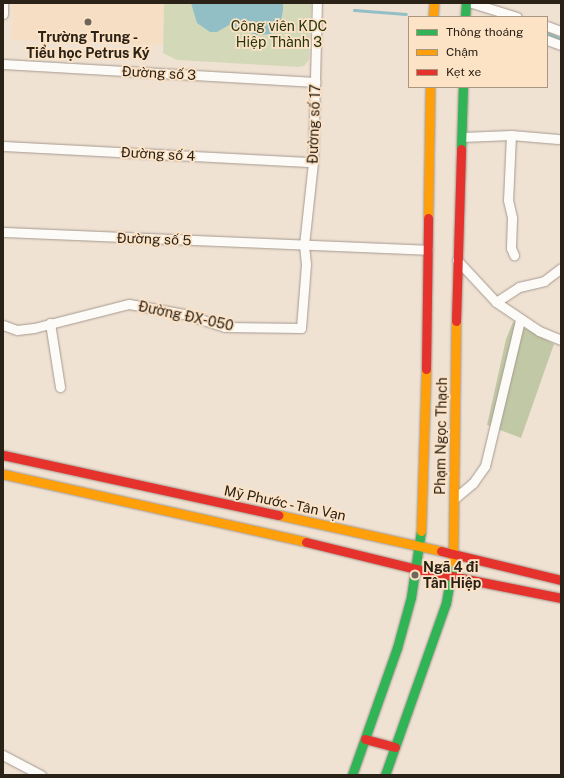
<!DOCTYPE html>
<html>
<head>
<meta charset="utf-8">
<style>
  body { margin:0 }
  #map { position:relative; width:564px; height:778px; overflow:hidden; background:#f0e2d3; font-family:"Public Sans",sans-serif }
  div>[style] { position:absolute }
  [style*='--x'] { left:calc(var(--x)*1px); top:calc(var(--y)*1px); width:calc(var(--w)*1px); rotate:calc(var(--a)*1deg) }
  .built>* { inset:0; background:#f6dec4 }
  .green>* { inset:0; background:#d3d9b8 }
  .forest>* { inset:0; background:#c1c8a5 }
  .water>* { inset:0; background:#91bfc5 }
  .stream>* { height:3px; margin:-1.5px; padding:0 1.5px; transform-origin:1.5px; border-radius:1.5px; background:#91bfc5 }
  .roads { filter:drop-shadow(0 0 1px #a59a8f) drop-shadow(0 0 1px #a59a8f) }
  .street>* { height:9px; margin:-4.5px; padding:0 4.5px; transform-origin:4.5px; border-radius:4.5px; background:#fdfbf8 }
  .fast>* { height:9px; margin:-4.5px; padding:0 4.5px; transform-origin:4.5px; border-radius:4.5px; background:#30b455 }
  .slow>* { height:9px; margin:-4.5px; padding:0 4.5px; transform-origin:4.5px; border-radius:4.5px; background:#ff9f0a }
  .jam>* { height:9px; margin:-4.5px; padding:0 4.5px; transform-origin:4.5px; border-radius:4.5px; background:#e5322d }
  .dots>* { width:11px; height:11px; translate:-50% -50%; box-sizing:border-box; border:2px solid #fde3c6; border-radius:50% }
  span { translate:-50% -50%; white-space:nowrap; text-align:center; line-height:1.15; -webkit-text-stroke:3.5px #fde3c6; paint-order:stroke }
  .park-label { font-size:14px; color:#25350e }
  .poi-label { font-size:14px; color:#2b2217; font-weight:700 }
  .left { translate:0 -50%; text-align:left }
  .street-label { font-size:14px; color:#2b2217 }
  .frame { position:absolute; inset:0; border:4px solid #2b2217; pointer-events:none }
  .legend { position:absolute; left:408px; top:16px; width:140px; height:72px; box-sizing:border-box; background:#fde3c6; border:1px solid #a99680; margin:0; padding:5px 7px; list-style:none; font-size:12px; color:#2b2217 }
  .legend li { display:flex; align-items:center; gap:8px; height:20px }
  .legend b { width:20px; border:1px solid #a99680 }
</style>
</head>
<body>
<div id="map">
  <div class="built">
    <i style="clip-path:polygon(13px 3px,164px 3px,163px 42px,160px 45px,12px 40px)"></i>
  </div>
  <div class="green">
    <i style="clip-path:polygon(164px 3px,311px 3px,309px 60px,304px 66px,298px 67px,177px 60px,163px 53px)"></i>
  </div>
  <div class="forest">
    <i style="clip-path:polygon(513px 322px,554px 344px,521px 438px,487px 425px,506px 339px)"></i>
  </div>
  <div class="water">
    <i style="clip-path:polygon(191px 3px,283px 3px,283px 10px,281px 21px,271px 34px,256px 35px,229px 25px,217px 32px,210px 32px,197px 23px)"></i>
  </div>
  <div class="stream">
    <i style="--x:354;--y:10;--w:52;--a:4.4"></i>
    <i style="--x:484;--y:17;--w:1;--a:0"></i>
    <i style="--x:547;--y:33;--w:15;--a:23"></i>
  </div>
  <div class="roads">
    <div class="street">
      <i style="--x:472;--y:3;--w:47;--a:17.3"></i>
      <i style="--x:3;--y:14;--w:11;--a:-90"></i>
      <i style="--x:547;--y:26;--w:15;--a:20"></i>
      <i style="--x:547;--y:40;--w:15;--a:20"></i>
      <i style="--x:3;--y:64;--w:313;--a:3.3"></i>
      <i style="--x:511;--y:135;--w:65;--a:92.6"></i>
      <i style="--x:508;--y:200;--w:18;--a:77"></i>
      <i style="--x:512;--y:218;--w:30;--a:92"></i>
      <i style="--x:511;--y:248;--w:8;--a:67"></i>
      <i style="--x:462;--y:137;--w:49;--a:-2.3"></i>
      <i style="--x:511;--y:135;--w:47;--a:4.9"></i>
      <i style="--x:3;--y:146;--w:310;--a:3"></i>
      <i style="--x:3;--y:232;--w:425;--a:2.4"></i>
      <i style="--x:457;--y:260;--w:57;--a:47.1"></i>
      <i style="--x:496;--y:302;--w:52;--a:34"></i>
      <i style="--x:539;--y:331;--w:24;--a:22"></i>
      <i style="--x:496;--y:302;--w:27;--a:-33"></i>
      <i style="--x:519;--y:287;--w:26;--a:-13"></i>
      <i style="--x:544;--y:281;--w:21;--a:-37"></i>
      <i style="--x:50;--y:323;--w:65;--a:81.1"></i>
      <i style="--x:3;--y:325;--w:15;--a:20"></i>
      <i style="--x:17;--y:330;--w:17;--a:-7"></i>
      <i style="--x:34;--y:328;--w:98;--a:-14.2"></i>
      <i style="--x:129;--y:304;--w:56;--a:10.3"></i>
      <i style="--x:184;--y:314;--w:43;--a:17.6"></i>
      <i style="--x:225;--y:327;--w:76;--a:0.8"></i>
      <i style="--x:301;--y:328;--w:64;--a:-85.5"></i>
      <i style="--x:306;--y:264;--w:19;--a:-96"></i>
      <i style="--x:304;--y:245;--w:83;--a:-83.8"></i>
      <i style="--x:313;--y:162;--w:159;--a:-88.6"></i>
      <i style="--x:455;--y:498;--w:23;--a:-40"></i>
      <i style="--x:473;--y:483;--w:21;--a:-55"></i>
      <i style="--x:485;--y:466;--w:150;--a:-76.5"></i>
      <i style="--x:3;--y:755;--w:43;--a:27.8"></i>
    </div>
    <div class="fast">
      <i style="--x:465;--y:17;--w:14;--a:-86"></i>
      <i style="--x:461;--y:149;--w:62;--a:-88.2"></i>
      <i style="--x:352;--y:775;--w:135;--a:-70.5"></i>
      <i style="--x:397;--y:648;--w:53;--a:-74.6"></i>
      <i style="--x:411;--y:597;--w:67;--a:-81.4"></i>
      <i style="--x:385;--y:775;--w:182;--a:-70.5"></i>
      <i style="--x:446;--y:603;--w:42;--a:-80.3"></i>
    </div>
    <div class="slow">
      <i style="--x:433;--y:17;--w:14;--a:-86"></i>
      <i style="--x:428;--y:218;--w:131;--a:-89.1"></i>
      <i style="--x:3;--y:474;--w:311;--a:12.6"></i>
      <i style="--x:279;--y:515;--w:166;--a:12.5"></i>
      <i style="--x:421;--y:531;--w:162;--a:-88.2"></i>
      <i style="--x:453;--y:562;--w:241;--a:-89.3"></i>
    </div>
    <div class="jam">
      <i style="--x:456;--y:321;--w:172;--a:-88.3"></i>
      <i style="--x:426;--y:369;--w:151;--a:-89.2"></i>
      <i style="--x:3;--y:455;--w:282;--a:12.3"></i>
      <i style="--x:306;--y:542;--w:113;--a:13.8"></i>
      <i style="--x:416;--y:569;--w:148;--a:11.3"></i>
      <i style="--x:441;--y:551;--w:123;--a:13.6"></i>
      <i style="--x:365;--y:739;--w:31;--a:15"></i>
    </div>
  </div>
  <div class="dots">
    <i style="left:88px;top:22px;background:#706559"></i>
    <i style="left:415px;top:575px;background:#706559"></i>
  </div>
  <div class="park-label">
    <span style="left:279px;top:34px">Công viên KDC<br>Hiệp Thành 3</span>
  </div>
  <div class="poi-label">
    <span style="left:88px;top:45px">Trường Trung -<br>Tiểu học Petrus Ký</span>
    <span class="left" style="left:423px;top:575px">Ngã 4 đi<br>Tân Hiệp</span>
  </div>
  <div class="street-label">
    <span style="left:159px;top:73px;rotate:3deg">Đường số 3</span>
    <span style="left:314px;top:124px;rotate:-88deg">Đường số 17</span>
    <span style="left:158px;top:154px;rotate:3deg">Đường số 4</span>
    <span style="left:154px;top:239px;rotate:2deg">Đường số 5</span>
    <span style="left:186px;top:316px;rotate:12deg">Đường ĐX-050</span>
    <span style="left:441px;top:436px;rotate:-89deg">Phạm Ngọc Thạch</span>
    <span style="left:285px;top:503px;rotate:12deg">Mỹ Phước - Tân Vạn</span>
  </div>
  <div class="frame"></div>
  <ul class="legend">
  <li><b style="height:5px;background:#30b455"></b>Thông thoáng</li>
  <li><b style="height:5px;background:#ff9f0a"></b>Chậm</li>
  <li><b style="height:5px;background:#e5322d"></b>Kẹt xe</li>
  </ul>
</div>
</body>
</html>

**What is expected**
Your task is to restate, word for word, only those lines above that fall between the line holding "height:3px; margin:-1.5px; padding:0" and the line holding "width:11px; height:11px; translate:-50%", inclusive.

**Task answer**
  .stream>* { height:3px; margin:-1.5px; padding:0 1.5px; transform-origin:1.5px; border-radius:1.5px; background:#91bfc5 }
  .roads { filter:drop-shadow(0 0 1px #a59a8f) drop-shadow(0 0 1px #a59a8f) }
  .street>* { height:9px; margin:-4.5px; padding:0 4.5px; transform-origin:4.5px; border-radius:4.5px; background:#fdfbf8 }
  .fast>* { height:9px; margin:-4.5px; padding:0 4.5px; transform-origin:4.5px; border-radius:4.5px; background:#30b455 }
  .slow>* { height:9px; margin:-4.5px; padding:0 4.5px; transform-origin:4.5px; border-radius:4.5px; background:#ff9f0a }
  .jam>* { height:9px; margin:-4.5px; padding:0 4.5px; transform-origin:4.5px; border-radius:4.5px; background:#e5322d }
  .dots>* { width:11px; height:11px; translate:-50% -50%; box-sizing:border-box; border:2px solid #fde3c6; border-radius:50% }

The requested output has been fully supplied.